This guide contains quick tricks used by professionals to help you prepare delicious holiday food without additional effort. It focuses on achieving greater, richer flavours, better textures, and more appealing end products with little to no effort or additional time.
Holiday cooking shouldn't feel like you are running a restaurant kitchen, and there are ways that chefs get through the chaos of the holidays through the use of simple, strategic tips that can provide many delicious layers of flavour without having to put in hours of prep time to create them. This article discusses several techniques that utilise these tips, such as toasting spices ahead of time, using "compound" butters, and building flavour through the one-pan reduction method, as well as how small changes in how you prepare your meals can create remarkable holiday meals with very little effort.
Another way that chefs get deep flavours from spices is by always toasting the spices before adding them to their dishes. A neat trick is to toast the spices while something else is heating up, such as while butter is melting in a pan or an oven is warming up. Simply add the whole spices to a hot pan and toast for 30 seconds before adding them to the other food. The result is that, instead of a completed product that took hours to create, you now have a product that tastes like it took you hours to make. Toasting the spices wakes up the natural oils that were inside the spice and enhances the flavour of marinades, sauces, gravies, and roasting vegetables.
Chefs will make sauces by mixing together their ingredients (e.g. herbs, garlic, citrus zest, etc.) in softened butter before allowing the butter to do almost all the work for their sauces. You could make a batch of this type of sauce and use it 12 different ways - be it on turkey, chicken, potatoes, bread or vegetables. There is virtually no work involved in this, and all that occurs when you heat the butter is that it melts and has now become a flavour explosion. An example of the sort of sauces you can make very easily, that look and taste great, would be rosemary butter for your roast meats; chilli butter for vegetables; or even orange zest butter for your desserts.
Whenever you pan fry or roast something in a pan, you’re left with, because of this cooking process, what I like to call “liquid gold.” You can take those sticky bits that build up and stick to the bottom of the frying pan, and create a beautiful sauce, just by deglazing those bits with something that may be near to you, such as water, wine, stock or even orange juice. So it’s as simple as scraping those sticky bits from the bottom of the pan, swirling them together with your addition of choice to create a nice glaze that you pour over your cooked meat or vegetables, while allowing you to "fake it" by making it look like you actually planned for the sauce.
If you don't have time to marinate overnight, you can use a knife to cut shallow crosshatch lines on your chicken, paneer or vegetables to help provide them with more surface area for the marinades to penetrate, allowing the flavours to seep into the food more efficiently. Even a short period of 15 minutes is enough time to allow for the flavours of the marinade to penetrate deeply into the food. While this is the "lazy" chef hack, it works every time, especially during busy holiday seasons.

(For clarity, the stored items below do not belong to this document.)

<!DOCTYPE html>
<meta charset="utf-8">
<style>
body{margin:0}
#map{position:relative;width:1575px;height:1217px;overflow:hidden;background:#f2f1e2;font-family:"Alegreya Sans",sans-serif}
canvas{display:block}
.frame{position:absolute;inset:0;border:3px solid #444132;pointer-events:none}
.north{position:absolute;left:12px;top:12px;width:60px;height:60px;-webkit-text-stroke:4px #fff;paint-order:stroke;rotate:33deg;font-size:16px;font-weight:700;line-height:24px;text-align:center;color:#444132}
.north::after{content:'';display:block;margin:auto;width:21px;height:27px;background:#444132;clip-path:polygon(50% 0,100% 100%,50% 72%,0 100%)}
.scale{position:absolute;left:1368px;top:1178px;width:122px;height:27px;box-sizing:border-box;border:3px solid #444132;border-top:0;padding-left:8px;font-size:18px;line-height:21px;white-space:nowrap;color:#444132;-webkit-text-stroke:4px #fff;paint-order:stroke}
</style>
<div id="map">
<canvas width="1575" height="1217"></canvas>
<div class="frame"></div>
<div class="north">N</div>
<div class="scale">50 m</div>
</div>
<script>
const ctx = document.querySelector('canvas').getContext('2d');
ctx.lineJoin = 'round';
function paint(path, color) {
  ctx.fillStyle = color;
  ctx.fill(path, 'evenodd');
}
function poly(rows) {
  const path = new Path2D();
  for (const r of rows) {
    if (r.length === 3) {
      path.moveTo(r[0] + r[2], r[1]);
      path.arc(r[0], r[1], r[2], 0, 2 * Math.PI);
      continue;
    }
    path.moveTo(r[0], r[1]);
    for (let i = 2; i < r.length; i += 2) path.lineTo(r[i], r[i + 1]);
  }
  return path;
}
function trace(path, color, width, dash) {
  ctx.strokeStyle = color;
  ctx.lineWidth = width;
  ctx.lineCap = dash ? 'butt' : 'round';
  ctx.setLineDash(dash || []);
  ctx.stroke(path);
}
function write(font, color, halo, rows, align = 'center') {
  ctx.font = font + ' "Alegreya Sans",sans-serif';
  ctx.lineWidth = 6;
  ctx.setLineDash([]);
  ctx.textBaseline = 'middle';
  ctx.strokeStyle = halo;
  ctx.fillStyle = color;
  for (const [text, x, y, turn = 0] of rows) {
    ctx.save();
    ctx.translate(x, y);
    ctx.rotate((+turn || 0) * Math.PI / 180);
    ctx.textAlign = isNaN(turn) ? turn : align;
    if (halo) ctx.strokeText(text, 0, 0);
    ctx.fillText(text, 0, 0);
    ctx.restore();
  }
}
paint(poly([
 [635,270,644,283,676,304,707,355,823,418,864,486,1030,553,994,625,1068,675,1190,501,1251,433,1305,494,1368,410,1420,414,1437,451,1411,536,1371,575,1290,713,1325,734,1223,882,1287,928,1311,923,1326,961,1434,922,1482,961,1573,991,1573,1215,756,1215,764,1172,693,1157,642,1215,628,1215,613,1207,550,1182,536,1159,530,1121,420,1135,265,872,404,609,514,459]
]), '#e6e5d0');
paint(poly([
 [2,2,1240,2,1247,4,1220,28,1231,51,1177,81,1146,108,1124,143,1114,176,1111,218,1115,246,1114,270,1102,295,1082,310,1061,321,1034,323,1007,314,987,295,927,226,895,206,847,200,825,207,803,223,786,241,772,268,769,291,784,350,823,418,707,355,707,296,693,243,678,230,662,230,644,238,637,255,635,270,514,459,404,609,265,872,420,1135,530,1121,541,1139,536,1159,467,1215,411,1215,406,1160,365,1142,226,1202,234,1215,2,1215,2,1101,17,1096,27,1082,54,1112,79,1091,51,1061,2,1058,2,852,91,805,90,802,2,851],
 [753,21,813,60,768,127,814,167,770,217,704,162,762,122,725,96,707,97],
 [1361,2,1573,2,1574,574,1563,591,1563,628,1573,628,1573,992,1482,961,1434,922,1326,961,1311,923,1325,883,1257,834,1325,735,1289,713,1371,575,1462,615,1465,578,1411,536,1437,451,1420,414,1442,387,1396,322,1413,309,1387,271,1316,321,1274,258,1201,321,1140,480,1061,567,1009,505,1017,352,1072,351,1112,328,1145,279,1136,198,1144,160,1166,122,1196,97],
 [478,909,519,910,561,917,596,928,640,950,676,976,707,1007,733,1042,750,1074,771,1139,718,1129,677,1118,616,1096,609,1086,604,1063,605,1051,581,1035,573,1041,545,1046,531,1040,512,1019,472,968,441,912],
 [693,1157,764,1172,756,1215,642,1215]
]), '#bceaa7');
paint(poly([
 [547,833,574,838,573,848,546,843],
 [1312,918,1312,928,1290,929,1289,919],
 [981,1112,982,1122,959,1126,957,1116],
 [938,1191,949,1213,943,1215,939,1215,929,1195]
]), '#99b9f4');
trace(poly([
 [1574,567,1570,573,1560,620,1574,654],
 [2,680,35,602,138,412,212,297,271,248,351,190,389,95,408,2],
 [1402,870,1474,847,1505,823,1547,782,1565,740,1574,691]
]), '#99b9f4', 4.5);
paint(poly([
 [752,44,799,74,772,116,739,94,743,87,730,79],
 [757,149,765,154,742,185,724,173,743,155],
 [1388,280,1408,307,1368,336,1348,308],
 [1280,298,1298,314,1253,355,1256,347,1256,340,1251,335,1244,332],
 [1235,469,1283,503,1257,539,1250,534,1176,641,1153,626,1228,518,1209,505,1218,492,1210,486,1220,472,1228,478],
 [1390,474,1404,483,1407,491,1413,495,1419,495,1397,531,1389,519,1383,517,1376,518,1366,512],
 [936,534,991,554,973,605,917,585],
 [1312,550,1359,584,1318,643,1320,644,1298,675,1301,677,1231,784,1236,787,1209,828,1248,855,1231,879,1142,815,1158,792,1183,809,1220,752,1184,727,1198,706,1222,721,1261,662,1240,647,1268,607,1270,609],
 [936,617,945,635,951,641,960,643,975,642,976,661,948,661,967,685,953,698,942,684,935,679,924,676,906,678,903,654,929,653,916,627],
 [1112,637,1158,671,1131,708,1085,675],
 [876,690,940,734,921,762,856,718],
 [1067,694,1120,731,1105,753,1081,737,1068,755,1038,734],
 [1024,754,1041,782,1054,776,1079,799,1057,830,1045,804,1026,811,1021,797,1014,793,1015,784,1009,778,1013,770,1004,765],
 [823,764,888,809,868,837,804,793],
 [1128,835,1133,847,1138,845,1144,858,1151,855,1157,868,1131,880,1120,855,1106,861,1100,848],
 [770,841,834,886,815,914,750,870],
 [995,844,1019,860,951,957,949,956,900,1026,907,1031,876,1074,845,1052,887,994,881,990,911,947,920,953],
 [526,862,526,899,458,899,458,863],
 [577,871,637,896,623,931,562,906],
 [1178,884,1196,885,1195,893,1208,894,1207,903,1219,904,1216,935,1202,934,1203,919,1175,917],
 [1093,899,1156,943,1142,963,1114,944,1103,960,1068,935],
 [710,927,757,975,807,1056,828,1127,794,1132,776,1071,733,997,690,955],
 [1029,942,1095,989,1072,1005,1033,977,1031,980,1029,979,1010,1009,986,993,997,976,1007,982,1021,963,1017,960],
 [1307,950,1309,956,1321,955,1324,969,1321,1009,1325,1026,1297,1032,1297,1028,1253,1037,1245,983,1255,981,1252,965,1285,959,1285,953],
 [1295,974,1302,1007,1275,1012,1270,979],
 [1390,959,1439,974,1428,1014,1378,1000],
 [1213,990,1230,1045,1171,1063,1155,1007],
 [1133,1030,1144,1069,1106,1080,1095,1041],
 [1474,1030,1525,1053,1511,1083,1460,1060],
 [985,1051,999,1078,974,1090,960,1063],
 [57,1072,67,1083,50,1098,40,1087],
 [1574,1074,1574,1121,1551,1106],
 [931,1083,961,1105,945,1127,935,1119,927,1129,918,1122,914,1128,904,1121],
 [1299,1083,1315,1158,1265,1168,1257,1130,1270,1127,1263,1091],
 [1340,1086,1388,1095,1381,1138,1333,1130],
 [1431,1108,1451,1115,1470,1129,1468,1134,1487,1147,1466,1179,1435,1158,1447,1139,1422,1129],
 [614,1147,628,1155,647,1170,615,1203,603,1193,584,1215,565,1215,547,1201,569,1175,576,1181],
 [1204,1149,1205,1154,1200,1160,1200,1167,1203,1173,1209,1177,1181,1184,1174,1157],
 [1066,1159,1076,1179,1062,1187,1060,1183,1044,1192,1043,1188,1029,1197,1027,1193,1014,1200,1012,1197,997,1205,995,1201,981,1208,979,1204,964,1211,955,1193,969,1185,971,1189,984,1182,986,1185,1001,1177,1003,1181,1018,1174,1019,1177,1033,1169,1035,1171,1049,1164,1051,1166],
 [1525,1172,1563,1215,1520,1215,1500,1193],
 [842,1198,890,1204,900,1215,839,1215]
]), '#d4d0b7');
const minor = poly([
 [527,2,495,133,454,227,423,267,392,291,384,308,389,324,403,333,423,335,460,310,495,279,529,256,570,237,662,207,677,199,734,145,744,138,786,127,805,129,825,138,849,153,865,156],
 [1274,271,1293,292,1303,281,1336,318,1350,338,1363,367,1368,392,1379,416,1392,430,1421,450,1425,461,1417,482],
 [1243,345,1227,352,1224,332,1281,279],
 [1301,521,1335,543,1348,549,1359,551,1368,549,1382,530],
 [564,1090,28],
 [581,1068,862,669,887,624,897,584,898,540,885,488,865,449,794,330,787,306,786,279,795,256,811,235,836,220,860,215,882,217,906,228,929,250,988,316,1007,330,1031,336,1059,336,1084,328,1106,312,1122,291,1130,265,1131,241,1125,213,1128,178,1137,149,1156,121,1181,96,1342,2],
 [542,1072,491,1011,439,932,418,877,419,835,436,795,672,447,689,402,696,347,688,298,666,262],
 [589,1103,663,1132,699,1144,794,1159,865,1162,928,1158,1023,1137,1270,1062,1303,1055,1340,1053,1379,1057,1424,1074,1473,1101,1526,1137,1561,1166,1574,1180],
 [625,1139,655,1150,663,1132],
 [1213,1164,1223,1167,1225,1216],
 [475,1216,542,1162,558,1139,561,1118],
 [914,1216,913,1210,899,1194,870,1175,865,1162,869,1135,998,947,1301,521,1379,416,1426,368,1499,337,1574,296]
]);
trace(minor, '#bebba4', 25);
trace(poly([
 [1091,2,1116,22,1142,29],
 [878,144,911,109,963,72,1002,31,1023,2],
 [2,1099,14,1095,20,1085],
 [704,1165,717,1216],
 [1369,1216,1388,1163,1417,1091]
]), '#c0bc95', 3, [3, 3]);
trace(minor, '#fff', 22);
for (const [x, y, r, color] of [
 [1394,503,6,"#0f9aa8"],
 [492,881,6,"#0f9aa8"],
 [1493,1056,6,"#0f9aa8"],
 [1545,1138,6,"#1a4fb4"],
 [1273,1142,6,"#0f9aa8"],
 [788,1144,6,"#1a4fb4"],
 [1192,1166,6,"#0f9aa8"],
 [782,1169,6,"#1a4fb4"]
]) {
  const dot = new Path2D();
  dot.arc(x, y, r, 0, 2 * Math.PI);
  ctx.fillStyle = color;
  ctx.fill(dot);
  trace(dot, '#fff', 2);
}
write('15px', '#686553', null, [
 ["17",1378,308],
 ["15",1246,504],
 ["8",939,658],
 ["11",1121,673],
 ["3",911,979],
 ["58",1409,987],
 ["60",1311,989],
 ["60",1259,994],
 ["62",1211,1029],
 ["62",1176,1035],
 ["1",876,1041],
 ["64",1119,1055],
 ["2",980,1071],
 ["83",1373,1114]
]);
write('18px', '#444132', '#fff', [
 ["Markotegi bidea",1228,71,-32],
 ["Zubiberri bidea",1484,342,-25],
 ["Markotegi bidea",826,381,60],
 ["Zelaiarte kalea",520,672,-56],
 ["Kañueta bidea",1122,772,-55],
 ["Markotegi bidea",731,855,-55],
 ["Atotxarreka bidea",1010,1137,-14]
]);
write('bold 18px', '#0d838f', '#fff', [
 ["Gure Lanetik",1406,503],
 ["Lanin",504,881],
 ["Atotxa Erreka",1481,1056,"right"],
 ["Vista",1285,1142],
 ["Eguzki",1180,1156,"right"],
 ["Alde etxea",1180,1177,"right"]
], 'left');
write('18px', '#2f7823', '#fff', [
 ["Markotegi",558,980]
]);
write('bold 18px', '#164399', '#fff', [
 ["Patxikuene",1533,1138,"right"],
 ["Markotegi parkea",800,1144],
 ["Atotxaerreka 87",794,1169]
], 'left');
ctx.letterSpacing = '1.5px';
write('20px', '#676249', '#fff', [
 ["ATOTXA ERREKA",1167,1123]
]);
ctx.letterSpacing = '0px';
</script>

Instead of preparing many ingredients separately, chefs will often put various aromatics (such as herbs and spices) together into one pot and reduce them down together so that they concentrate their flavours into one base. Chefs then use this base to flavour gravies, biryanis, stuffings, or anything else that contains leftover vegetables. And while you are doing something else, the pot is doing all the cooking.

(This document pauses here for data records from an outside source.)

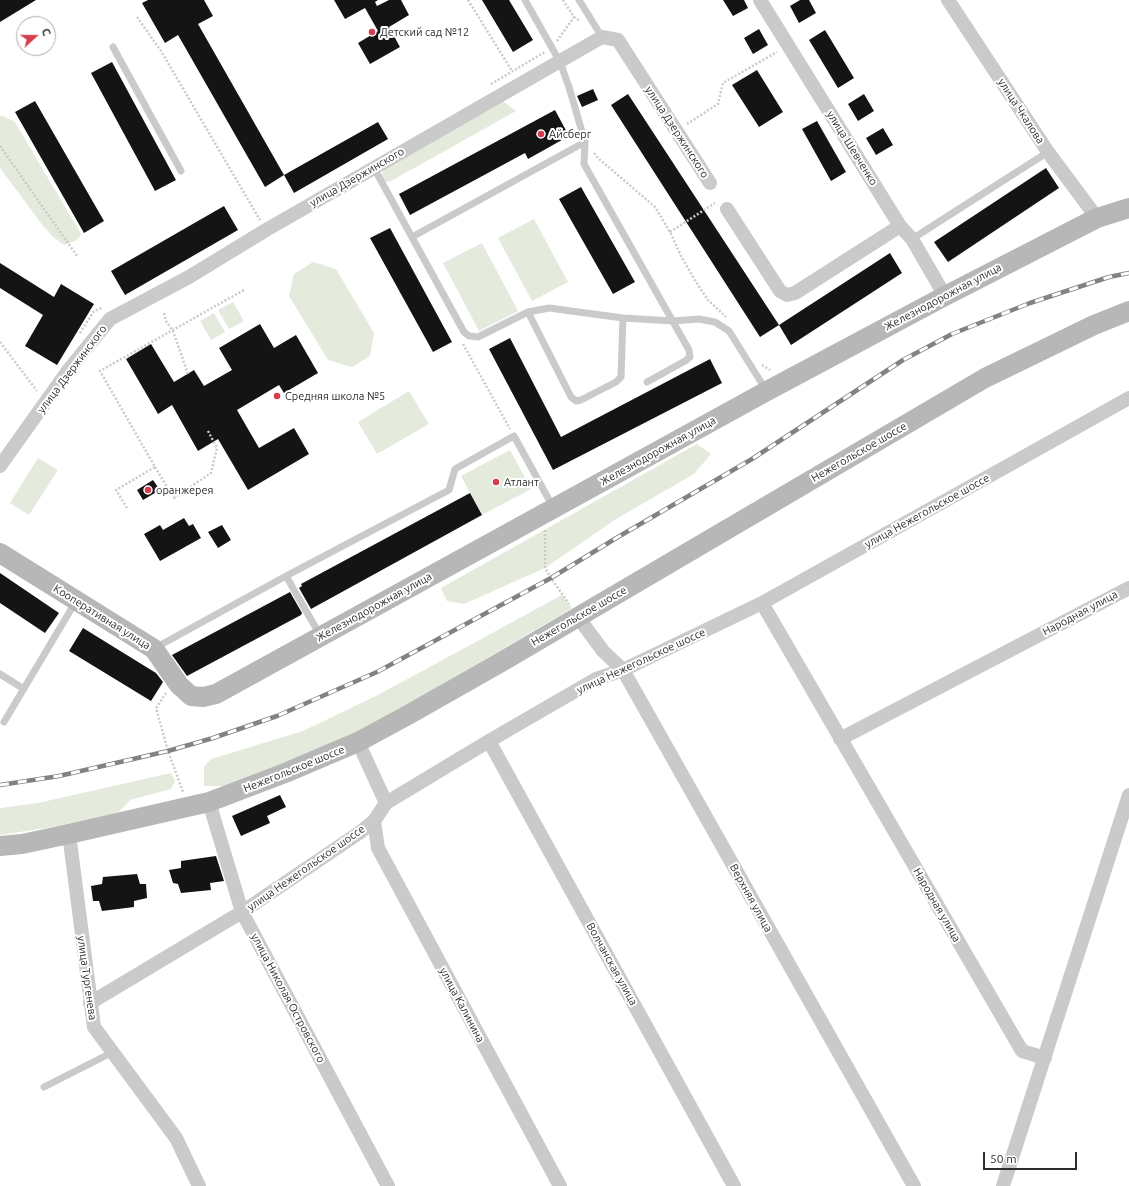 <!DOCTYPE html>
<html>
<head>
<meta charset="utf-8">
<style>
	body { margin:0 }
	#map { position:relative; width:1129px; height:1186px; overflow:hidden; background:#fff; font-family:Ubuntu,sans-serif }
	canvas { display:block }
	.north { position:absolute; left:16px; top:16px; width:40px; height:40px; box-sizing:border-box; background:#fff; border:1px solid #ababab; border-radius:50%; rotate:69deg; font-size:11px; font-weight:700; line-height:16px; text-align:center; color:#2d2d2d }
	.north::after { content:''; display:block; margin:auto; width:14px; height:18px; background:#d73c4c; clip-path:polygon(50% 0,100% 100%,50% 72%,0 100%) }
	.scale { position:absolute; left:983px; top:1152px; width:94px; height:18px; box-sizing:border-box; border:2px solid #2d2d2d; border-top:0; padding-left:5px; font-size:12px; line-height:14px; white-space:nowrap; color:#2d2d2d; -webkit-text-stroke:3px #fff; paint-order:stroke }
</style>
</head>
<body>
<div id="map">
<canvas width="1129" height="1186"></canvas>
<div class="north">С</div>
<div class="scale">50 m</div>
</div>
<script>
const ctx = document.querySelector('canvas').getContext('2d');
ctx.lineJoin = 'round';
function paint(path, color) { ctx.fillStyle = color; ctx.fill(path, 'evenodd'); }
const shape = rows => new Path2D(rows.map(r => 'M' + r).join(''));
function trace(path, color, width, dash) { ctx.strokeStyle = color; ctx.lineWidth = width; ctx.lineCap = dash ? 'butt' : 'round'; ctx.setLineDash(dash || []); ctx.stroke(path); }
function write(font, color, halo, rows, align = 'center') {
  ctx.font = font + ' Ubuntu,sans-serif'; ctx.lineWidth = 4; ctx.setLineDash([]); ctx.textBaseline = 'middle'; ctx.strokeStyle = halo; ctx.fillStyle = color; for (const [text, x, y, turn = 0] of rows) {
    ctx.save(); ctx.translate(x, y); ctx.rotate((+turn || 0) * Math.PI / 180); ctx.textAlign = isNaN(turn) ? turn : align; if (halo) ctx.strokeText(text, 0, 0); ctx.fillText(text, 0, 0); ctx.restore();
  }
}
paint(shape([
	[503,101,516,111,391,181,385,182,382,175,384,168],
	[0,116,3,116,15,122,81,234,79,238,75,241,64,245,53,237,44,227,0,168],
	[534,219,568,282,532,301,498,238],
	[482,243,518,311,479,331,443,263],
	[313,262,336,269,374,333,370,356,352,367,328,360,289,296,294,274],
	[233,302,244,321,229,329,218,310],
	[214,313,225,332,211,340,200,321],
	[409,391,429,424,377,454,358,422],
	[697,444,711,454,694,474,616,519,545,568,464,604,447,601,441,588],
	[510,450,531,489,482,515,461,476],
	[38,458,58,470,29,515,10,503],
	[562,595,572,608,392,714,337,741,228,786,204,786,204,767,211,759,303,731,378,695],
	[171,773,175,781,171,789,130,800,117,814,71,824,0,835,0,808,38,803]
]), '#e4eadc');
paint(shape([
	[0,0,36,0,0,22],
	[148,0,204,0,213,16,198,24,284,175,265,187,178,35,165,43,142,3],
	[334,0,378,0,375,2,377,6,389,0,401,0,409,15,389,27,400,47,370,64,358,43,378,31,365,8,345,19],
	[482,0,509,0,533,40,513,52],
	[723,0,744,0,748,8,733,16],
	[800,0,809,0,816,13,799,23,790,6],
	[759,29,768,45,753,54,744,38],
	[825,30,854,78,838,88,809,40],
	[112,62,176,180,155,191,91,73],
	[757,70,783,112,759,127,732,85],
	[593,89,598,100,582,107,577,96],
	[628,94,779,325,760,337,611,105],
	[864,94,874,111,858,121,848,104],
	[35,101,104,221,84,233,15,112],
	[555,110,569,136,528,159,525,153,410,215,399,194],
	[817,121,846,172,831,181,802,129],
	[378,122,388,139,294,193,284,175],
	[883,128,893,145,876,155,866,138],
	[1046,168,1059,188,948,262,934,242],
	[581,187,635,282,613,294,559,199],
	[224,206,238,230,125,295,111,271],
	[390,228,452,342,433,352,370,238],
	[890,253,902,273,791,345,779,325],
	[0,263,54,297,61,284,94,304,57,365,25,346,43,315,0,288],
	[260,324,274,348,296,335,318,373,284,393,279,385,237,410,259,448,294,428,309,454,248,490,218,439,198,451,172,405,158,414,126,359,151,344,174,382,194,370,204,386,232,370,219,348],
	[510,338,561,437,710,359,722,383,553,470,489,349],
	[153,480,160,490,143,500,137,490],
	[470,493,482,515,311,609,299,588,302,586,301,584],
	[184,518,189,526,193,524,201,538,160,561,144,534,160,525,163,530],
	[222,525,231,540,218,548,208,532],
	[0,573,59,613,45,633,0,603],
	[290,592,302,613,301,615,187,676,172,655],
	[83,628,156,673,163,682,151,701,69,651],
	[280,795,286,807,267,816,270,823,241,836,232,816],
	[216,856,224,881,210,883,211,890,181,893,178,884,173,883,169,870,181,868,181,861],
	[137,874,140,884,146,884,147,898,134,901,134,907,102,911,99,901,93,901,91,886,102,884,103,877]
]), '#141414');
trace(shape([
	[468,0,512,71],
	[563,0,574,17,580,21],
	[137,17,161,51,260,220],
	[557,41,574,17],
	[491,84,545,52],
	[687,124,718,104,723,83,777,52],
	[0,146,77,256],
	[594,153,598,158,655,207,670,232,681,256,696,282,708,300,726,317],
	[670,232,715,203],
	[164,313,166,321,173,331,188,374],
	[80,333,94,311,102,308],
	[0,342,37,391],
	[463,344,510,429],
	[762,365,770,370],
	[155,467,174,498,211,473,217,448,208,431],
	[127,508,116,490,155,467,100,371,244,290],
	[545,530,545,568,551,578,569,604],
	[166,693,156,708,168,751,183,792]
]), '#cacaca', 2.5, [2, 2]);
trace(shape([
	[525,0,560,62,569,87,585,142,584,164,689,350,690,357,685,361,647,382],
	[579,0,602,37],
	[113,47,181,171],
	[374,168,464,332,469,336,478,337,528,312,549,308,623,318,673,321,699,319,715,322,729,331,766,390],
	[412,237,585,142],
	[912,239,1048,152],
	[528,312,571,397,576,401,581,400,616,382,621,377,623,318],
	[320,635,286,576,449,490,455,469,514,436,553,507],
	[155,648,286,576],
	[0,674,24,689],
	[4,722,76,601],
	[44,1087,113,1052]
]), '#cacaca', 7);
trace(shape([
	[760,0,900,226,912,239,945,296],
	[948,0,1048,152,1097,218],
	[727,209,780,291,787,295,795,293,900,226],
	[0,466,67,372,110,319,189,277,266,230,602,37,618,40,710,183],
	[762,603,1022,1051,1045,1058],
	[578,617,603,651,623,670,914,1186],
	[840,739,1129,588],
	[489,741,734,1186],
	[358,742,386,803],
	[209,802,242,912,388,1186],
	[374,821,378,848,560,1186],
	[69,834,94,1027,176,1138,199,1186],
	[90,1003,242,912,359,833,374,821,386,803,489,741,596,679,623,670,762,603,1129,398],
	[1003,1186,1129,795]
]), '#cacaca', 14);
trace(shape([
	[0,553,154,649,179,685,191,696,203,697,216,694,767,391,945,296,1097,218,1129,208],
	[0,846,22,844,69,834,209,802,285,773,358,742,408,715,503,661,985,378,1094,325,1129,311]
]), '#b7b7b7', 20);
const rail = shape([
	[0,785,59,776,168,751,213,738,277,716,377,672,551,578,618,537,752,459,903,360,952,334,1030,303,1109,277,1129,273]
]);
trace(rail, '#828282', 4.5);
trace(rail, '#fff', 3, [9]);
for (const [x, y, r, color] of [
	[372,32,4,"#d73c4c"],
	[541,134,4,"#d73c4c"],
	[277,396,4,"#d73c4c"],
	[496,482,4,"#d73c4c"],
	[148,490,4,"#d73c4c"]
]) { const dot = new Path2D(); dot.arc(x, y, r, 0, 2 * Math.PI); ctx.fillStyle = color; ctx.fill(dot); trace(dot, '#fff', 1.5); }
write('11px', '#2d2d2d', '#fff', [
	["Детский сад №12",380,32],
	["Айсберг",549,134],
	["Средняя школа №5",285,396],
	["Атлант",504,482],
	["оранжерея",156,490]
], 'left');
write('11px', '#2d2d2d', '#fff', [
	["улица Чкалова",1021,111,57],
	["улица Дзержинского",677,132,57],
	["улица Шевченко",852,148,58],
	["улица Дзержинского",357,177,-30],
	["Железнодорожная улица",943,297,-28],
	["улица Дзержинского",72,369,-53],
	["Железнодорожная улица",658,451,-29],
	["Нежегольское шоссе",859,452,-30],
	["улица Нежегольское шоссе",927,511,-29],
	["Железнодорожная улица",374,607,-29],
	["Народная улица",1080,613,-28],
	["Нежегольское шоссе",579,616,-30],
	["Кооперативная улица",102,617,32],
	["улица Нежегольское шоссе",641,661,-25],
	["Нежегольское шоссе",294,769,-22],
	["улица Нежегольское шоссе",306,868,-35],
	["Верхняя улица",751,898,61],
	["Народная улица",937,905,60],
	["Волчанская улица",612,964,61],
	["улица Тургенева",87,978,82],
	["улица Николая Островского",288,998,62],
	["улица Калинина",462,1005,62]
]);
</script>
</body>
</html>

When something caramelises, it is not actually burning; rather, it is heating something for long enough to allow it to develop some colour. So, for instance, when you cook onions for gravy, or mushrooms for stuffing, or carrots for an accompaniment, it takes longer to cook than it does for the ingredient to turn brown. Chefs use this technique to produce food that has the same deep flavour as food cooked for a long time in much less time.
If a meal is bland, most people add salt; chefs will add zest instead (lemon, orange, lime). A sprinkle of zest will bring brightness and acidity to a fatty holiday meal, and will make the flavour of everything seem brighter and fresher. The labour needed is almost nothing, but the reward is enormous.
Tomato puree, fried onions, broth cubes, and pre-packaged broth, all ingredients that chefs use. The key is customising them. For example, adding toasted spices to broth cubes, mixing in compound butters to gravy, adding vinegar to tomato puree to create "slow-simmer" flavours, and so on. Using short-cuts doesn't mean that the food you make isn't "homemade"; it simply reflects the prioritisation of your own mental well-being.